The Seed of Divine Filiation
What provides the fuel for this kind of sustained, high-quality effort, especially when the work is boring, the boss is ungrateful, or the traffic is jammed?
It comes from Escrivá's deepest spiritual insight: Divine Filiation.
This is the profound, bone-deep awareness that you are a cherished child of God. For Escrivá, this wasn't just a pleasant theological metaphor to visit occasionally; it was an incessant reminder, the ‘foundation’ of the spiritual life that should govern every waking hour.

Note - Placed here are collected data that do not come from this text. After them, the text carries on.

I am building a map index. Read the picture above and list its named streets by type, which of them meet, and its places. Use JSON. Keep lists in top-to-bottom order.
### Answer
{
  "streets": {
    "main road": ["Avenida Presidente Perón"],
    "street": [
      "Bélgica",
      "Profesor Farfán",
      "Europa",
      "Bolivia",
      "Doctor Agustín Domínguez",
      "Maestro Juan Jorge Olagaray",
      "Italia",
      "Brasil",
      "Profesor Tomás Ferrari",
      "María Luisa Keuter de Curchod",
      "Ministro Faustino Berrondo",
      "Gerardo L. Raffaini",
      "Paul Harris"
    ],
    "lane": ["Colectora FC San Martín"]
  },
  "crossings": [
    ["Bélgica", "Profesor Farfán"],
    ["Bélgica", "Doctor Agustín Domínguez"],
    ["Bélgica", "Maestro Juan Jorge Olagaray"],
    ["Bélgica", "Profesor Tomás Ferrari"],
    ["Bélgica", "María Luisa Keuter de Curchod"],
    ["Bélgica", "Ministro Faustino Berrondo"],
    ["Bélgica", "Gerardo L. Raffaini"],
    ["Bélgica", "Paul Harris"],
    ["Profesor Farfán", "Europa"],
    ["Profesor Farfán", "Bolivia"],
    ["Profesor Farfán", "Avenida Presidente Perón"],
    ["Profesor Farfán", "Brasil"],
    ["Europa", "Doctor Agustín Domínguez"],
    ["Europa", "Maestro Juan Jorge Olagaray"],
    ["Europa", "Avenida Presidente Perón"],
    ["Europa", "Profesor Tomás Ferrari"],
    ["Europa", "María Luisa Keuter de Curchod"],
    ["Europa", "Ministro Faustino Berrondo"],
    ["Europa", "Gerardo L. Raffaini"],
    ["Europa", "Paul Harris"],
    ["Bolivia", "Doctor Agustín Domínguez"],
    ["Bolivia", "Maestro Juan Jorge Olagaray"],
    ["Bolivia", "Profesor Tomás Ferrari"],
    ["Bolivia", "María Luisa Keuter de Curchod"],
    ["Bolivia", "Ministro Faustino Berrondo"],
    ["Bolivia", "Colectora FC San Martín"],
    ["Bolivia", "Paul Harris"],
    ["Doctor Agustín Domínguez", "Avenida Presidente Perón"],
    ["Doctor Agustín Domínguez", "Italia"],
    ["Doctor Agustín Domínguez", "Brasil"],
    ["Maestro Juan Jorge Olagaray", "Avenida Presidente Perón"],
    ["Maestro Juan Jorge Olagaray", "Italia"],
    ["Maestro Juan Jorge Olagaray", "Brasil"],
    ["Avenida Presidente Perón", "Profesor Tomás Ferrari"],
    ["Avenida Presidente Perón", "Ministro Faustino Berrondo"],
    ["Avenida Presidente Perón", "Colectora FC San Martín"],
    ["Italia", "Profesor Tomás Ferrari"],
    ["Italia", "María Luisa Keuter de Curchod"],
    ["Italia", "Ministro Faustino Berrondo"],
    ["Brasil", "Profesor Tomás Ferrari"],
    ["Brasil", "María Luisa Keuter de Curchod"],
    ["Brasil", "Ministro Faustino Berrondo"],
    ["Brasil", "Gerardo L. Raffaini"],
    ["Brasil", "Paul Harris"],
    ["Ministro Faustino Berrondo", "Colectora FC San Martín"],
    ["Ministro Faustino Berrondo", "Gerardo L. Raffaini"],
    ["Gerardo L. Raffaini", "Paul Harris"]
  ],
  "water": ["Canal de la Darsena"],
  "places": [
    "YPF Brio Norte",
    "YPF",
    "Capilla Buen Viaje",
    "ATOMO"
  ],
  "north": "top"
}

When a person truly grasps that their life is held by a loving Father, it changes their perspective on life. A child doesn't fear a loving father; they trust him. When grounded in divine filiation, traffic jams stop being just pointless annoyances and become opportunities for patience sent by Someone who knows exactly what you need to grow. A ruined dinner isn't a disaster, but a chance to offer up a small sacrifice with a smile. The never-fading realisation of a Father’s embrace brings a sense of security and joy that external circumstances cannot shake.
A Precursor to Vatican II
Today, the idea that laypeople – the vast majority of Catholics who are not priests or nuns – are called to sanctity sounds like standard Church teaching. But when Escrivá began preaching this in the 1930s and 40s, it was radical, sometimes viewed with suspicion.

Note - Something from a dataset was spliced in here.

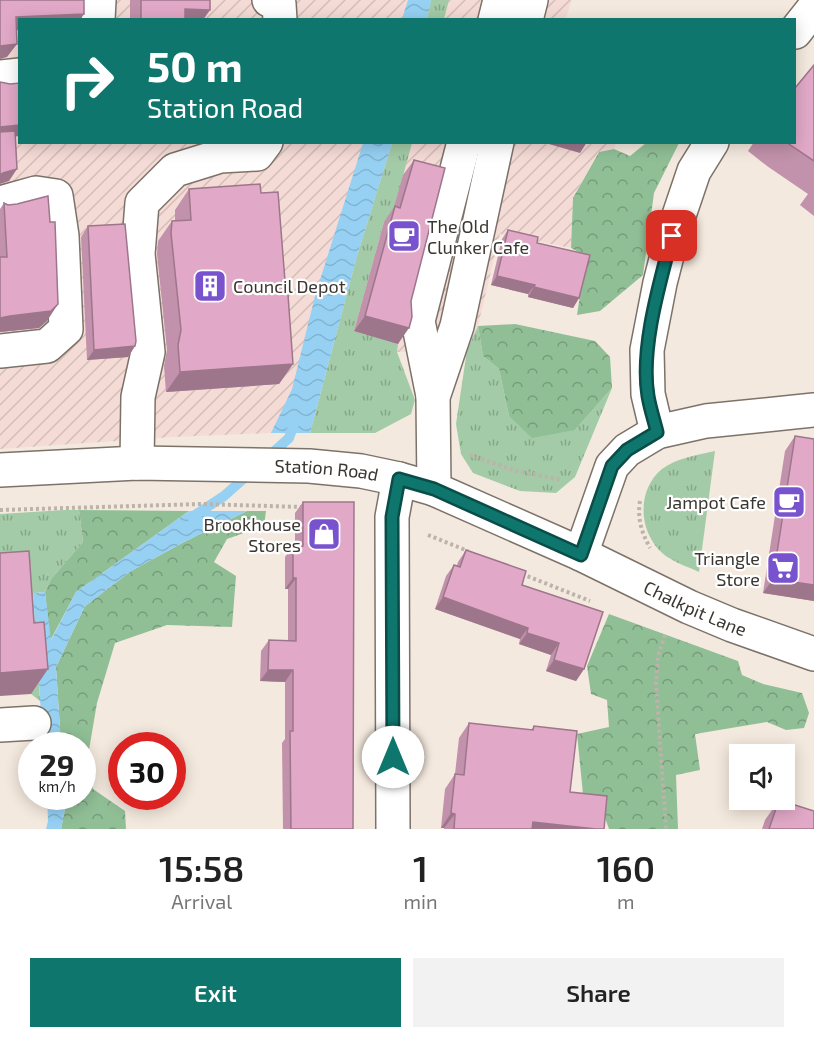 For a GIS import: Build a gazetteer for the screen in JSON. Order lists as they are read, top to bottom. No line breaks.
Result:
{"streets":{"main road":["Station Road","Chalkpit Lane"]},"crossings":[["Station Road","Chalkpit Lane"]],"places":{"cafe":["The Old Clunker Cafe","Jampot Cafe"],"building":["Council Depot"],"shop":["Brookhouse Stores"],"supermarket":["Triangle Store"]},"page":{"turn":["50 m","Station Road"],"speed":"29 km/h","limit":"30","eta":["15:58","Arrival","1","min","160","m"],"buttons":["Exit","Share"]}}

Holiness was largely seen as the exclusive domain of those wearing habits behind cloistered walls. Escrivá was preaching the ‘universal call to holiness’ decades before the Second Vatican Council officially enshrined it as central Church doctrine.
To enshrine this message globally, Escrivá founded Opus Dei (Latin for ‘Work of God’) in 1928. He visualised it not as another religious order withdrawing from the world, but as a mobilised force of ordinary lay people remaining fully immersed in secular society. Opus Dei became the vehicle to provide laypeople with the spiritual formation necessary to turn their professions into paths to God.

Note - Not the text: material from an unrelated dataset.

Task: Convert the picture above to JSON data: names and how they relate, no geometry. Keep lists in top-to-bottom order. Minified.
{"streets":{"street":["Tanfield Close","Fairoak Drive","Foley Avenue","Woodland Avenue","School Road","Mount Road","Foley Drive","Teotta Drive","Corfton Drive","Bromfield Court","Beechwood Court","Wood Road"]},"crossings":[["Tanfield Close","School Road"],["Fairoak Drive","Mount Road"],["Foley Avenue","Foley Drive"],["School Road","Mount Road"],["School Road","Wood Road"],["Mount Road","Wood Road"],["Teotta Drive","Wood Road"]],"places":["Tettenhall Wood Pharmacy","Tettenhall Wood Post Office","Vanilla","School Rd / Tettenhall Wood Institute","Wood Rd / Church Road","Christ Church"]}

The impact of this vision has been profound. Long before Dan Brown wrote The Da Vinci Code and vilified the organisation, Opus Dei was already changing the interior spiritual lives of thousands. The work has continued to spread light in the secular sphere as well. It has inspired countless individuals to integrate their faith and reason (with over 90,000 members in 68 countries), leading to the creation of universities, high-ranked business schools, and vocational training centres in developing nations, all driven by the belief that secular work matters intensely to God.
Biographical Outline
1902: Born in Barbastro, Spain. Experienced family financial trouble and the death of three younger sisters.
1925: Ordained a Catholic priest. Moved to Madrid to pursue a law doctorate and minister to the poor.
1928: On 2 October, experienced the vision of Opus Dei during a retreat.
1946: Moved to Rome to seek papal approval for Opus Dei and direct its global expansion.
1975: Died suddenly in Rome.
2002: Canonised by Pope John Paul II on October 6. The Pope referred to him as ‘the saint of ordinary life.’